Exercise requirements: Your reply should be an exact copy of every entry, with the pictures removed.

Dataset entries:
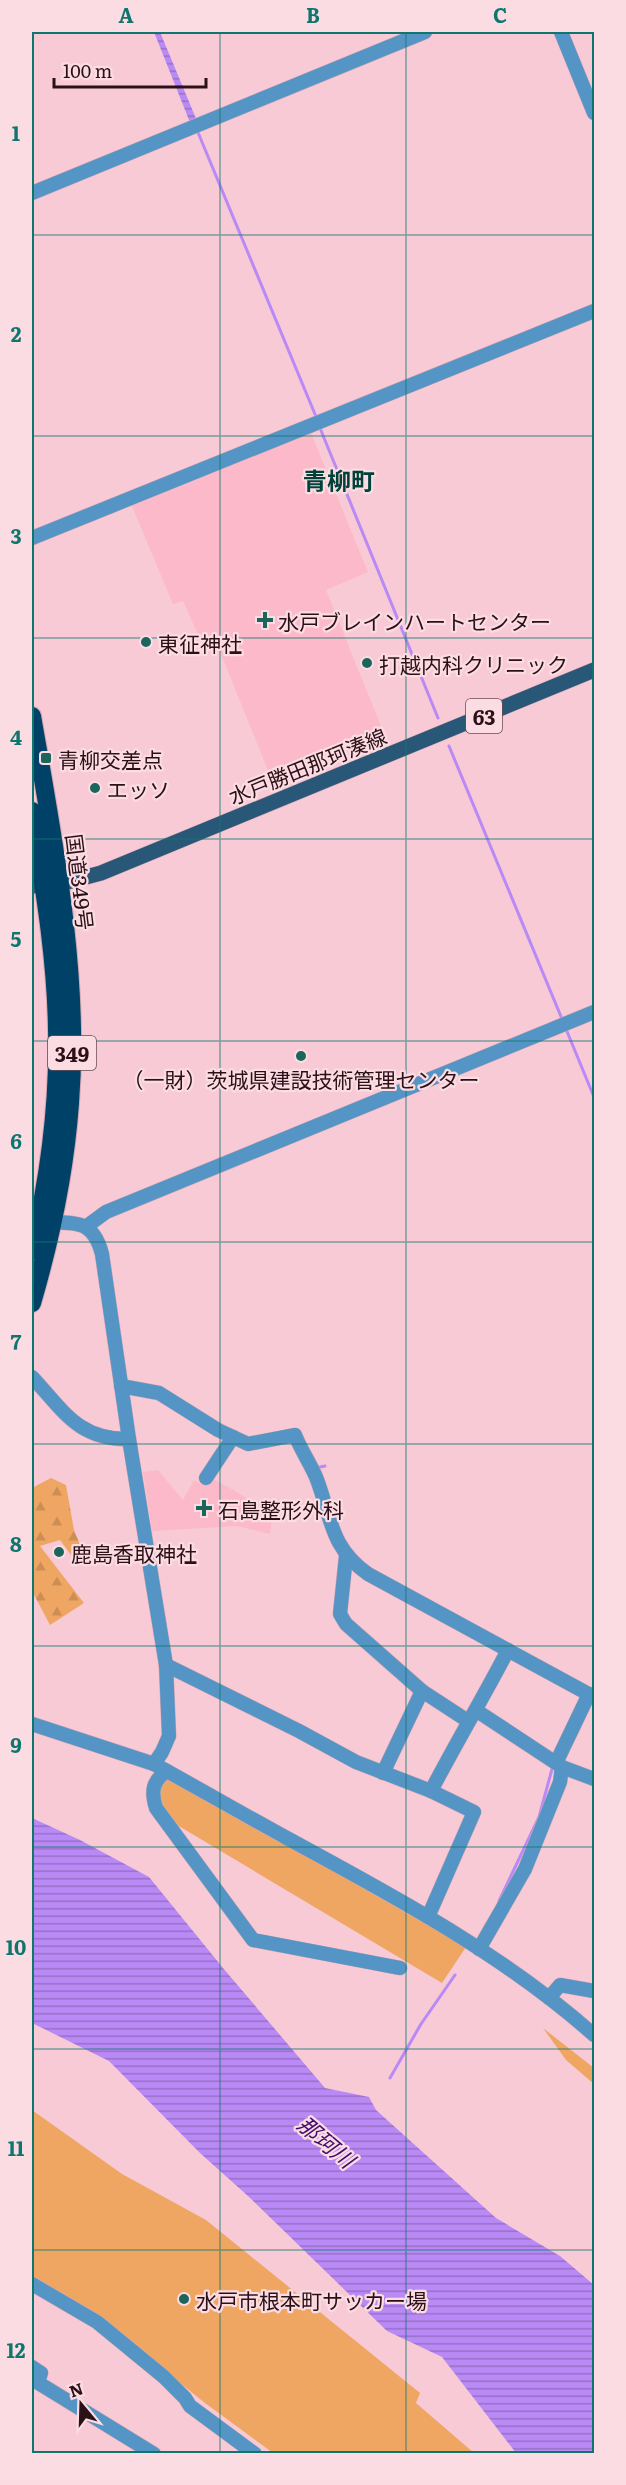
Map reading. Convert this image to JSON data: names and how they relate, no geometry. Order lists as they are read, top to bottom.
{
  "streets": {
    "highway": ["国道349号", "349"],
    "main road": ["63", "水戸勝田那珂湊線"]
  },
  "crossings": [
    ["水戸勝田那珂湊線", "国道349号"]
  ],
  "districts": ["青柳町"],
  "water": ["那珂川"],
  "places": {
    "health": ["水戸ブレインハートセンター", "石島整形外科"],
    "other": [
      "東征神社",
      "打越内科クリニック",
      "エッソ",
      "（一財）茨城県建設技術管理センター",
      "鹿島香取神社",
      "水戸市根本町サッカー場"
    ],
    "transit": ["青柳交差点"]
  },
  "scale_bar": "100 m",
  "north": "top",
  "grid": {
    "columns": ["A", "B", "C"],
    "rows": [
      "1",
      "2",
      "3",
      "4",
      "5",
      "6",
      "7",
      "8",
      "9",
      "10",
      "11",
      "12"
    ]
  }
}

Written answer:
Map reading. Convert this image to JSON data: names and how they relate, no geometry. Order lists as they are read, top to bottom.
{
  "streets": {
    "highway": ["国道349号", "349"],
    "main road": ["63", "水戸勝田那珂湊線"]
  },
  "crossings": [
    ["水戸勝田那珂湊線", "国道349号"]
  ],
  "districts": ["青柳町"],
  "water": ["那珂川"],
  "places": {
    "health": ["水戸ブレインハートセンター", "石島整形外科"],
    "other": [
      "東征神社",
      "打越内科クリニック",
      "エッソ",
      "（一財）茨城県建設技術管理センター",
      "鹿島香取神社",
      "水戸市根本町サッカー場"
    ],
    "transit": ["青柳交差点"]
  },
  "scale_bar": "100 m",
  "north": "top",
  "grid": {
    "columns": ["A", "B", "C"],
    "rows": [
      "1",
      "2",
      "3",
      "4",
      "5",
      "6",
      "7",
      "8",
      "9",
      "10",
      "11",
      "12"
    ]
  }
}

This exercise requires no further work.